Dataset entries
§

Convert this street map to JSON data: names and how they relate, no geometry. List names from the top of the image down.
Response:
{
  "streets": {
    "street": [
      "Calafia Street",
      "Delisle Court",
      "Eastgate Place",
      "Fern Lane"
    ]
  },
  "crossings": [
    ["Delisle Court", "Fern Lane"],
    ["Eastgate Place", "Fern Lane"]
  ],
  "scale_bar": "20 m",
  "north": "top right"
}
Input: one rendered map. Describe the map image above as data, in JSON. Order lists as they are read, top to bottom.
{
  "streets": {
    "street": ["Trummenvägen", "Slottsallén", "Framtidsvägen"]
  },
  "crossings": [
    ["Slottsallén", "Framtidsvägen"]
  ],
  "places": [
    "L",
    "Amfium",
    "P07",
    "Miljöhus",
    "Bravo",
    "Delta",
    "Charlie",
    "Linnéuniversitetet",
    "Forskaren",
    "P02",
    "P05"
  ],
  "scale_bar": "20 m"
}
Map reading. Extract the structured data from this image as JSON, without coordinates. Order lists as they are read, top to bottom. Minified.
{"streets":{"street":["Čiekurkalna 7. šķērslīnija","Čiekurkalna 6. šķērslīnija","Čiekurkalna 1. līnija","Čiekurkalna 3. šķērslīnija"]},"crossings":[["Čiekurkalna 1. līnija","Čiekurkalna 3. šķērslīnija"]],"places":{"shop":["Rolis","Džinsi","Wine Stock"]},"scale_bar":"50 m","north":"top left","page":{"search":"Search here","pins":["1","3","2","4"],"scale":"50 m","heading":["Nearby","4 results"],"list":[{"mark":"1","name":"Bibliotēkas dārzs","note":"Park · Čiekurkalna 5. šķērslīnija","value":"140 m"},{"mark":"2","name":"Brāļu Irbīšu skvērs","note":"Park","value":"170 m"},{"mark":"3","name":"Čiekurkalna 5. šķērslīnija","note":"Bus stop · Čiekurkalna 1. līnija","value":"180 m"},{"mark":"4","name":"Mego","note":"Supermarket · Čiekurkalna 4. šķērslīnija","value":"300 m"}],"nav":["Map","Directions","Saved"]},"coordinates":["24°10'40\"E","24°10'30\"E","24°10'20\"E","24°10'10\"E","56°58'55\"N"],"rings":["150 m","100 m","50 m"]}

§

What is required: Complete, exact output of the records is expected.

Exercise response:
Convert this street map to JSON data: names and how they relate, no geometry. List names from the top of the image down.
Response:
{
  "streets": {
    "street": [
      "Calafia Street",
      "Delisle Court",
      "Eastgate Place",
      "Fern Lane"
    ]
  },
  "crossings": [
    ["Delisle Court", "Fern Lane"],
    ["Eastgate Place", "Fern Lane"]
  ],
  "scale_bar": "20 m",
  "north": "top right"
}
Input: one rendered map. Describe the map image above as data, in JSON. Order lists as they are read, top to bottom.
{
  "streets": {
    "street": ["Trummenvägen", "Slottsallén", "Framtidsvägen"]
  },
  "crossings": [
    ["Slottsallén", "Framtidsvägen"]
  ],
  "places": [
    "L",
    "Amfium",
    "P07",
    "Miljöhus",
    "Bravo",
    "Delta",
    "Charlie",
    "Linnéuniversitetet",
    "Forskaren",
    "P02",
    "P05"
  ],
  "scale_bar": "20 m"
}
Map reading. Extract the structured data from this image as JSON, without coordinates. Order lists as they are read, top to bottom. Minified.
{"streets":{"street":["Čiekurkalna 7. šķērslīnija","Čiekurkalna 6. šķērslīnija","Čiekurkalna 1. līnija","Čiekurkalna 3. šķērslīnija"]},"crossings":[["Čiekurkalna 1. līnija","Čiekurkalna 3. šķērslīnija"]],"places":{"shop":["Rolis","Džinsi","Wine Stock"]},"scale_bar":"50 m","north":"top left","page":{"search":"Search here","pins":["1","3","2","4"],"scale":"50 m","heading":["Nearby","4 results"],"list":[{"mark":"1","name":"Bibliotēkas dārzs","note":"Park · Čiekurkalna 5. šķērslīnija","value":"140 m"},{"mark":"2","name":"Brāļu Irbīšu skvērs","note":"Park","value":"170 m"},{"mark":"3","name":"Čiekurkalna 5. šķērslīnija","note":"Bus stop · Čiekurkalna 1. līnija","value":"180 m"},{"mark":"4","name":"Mego","note":"Supermarket · Čiekurkalna 4. šķērslīnija","value":"300 m"}],"nav":["Map","Directions","Saved"]},"coordinates":["24°10'40\"E","24°10'30\"E","24°10'20\"E","24°10'10\"E","56°58'55\"N"],"rings":["150 m","100 m","50 m"]}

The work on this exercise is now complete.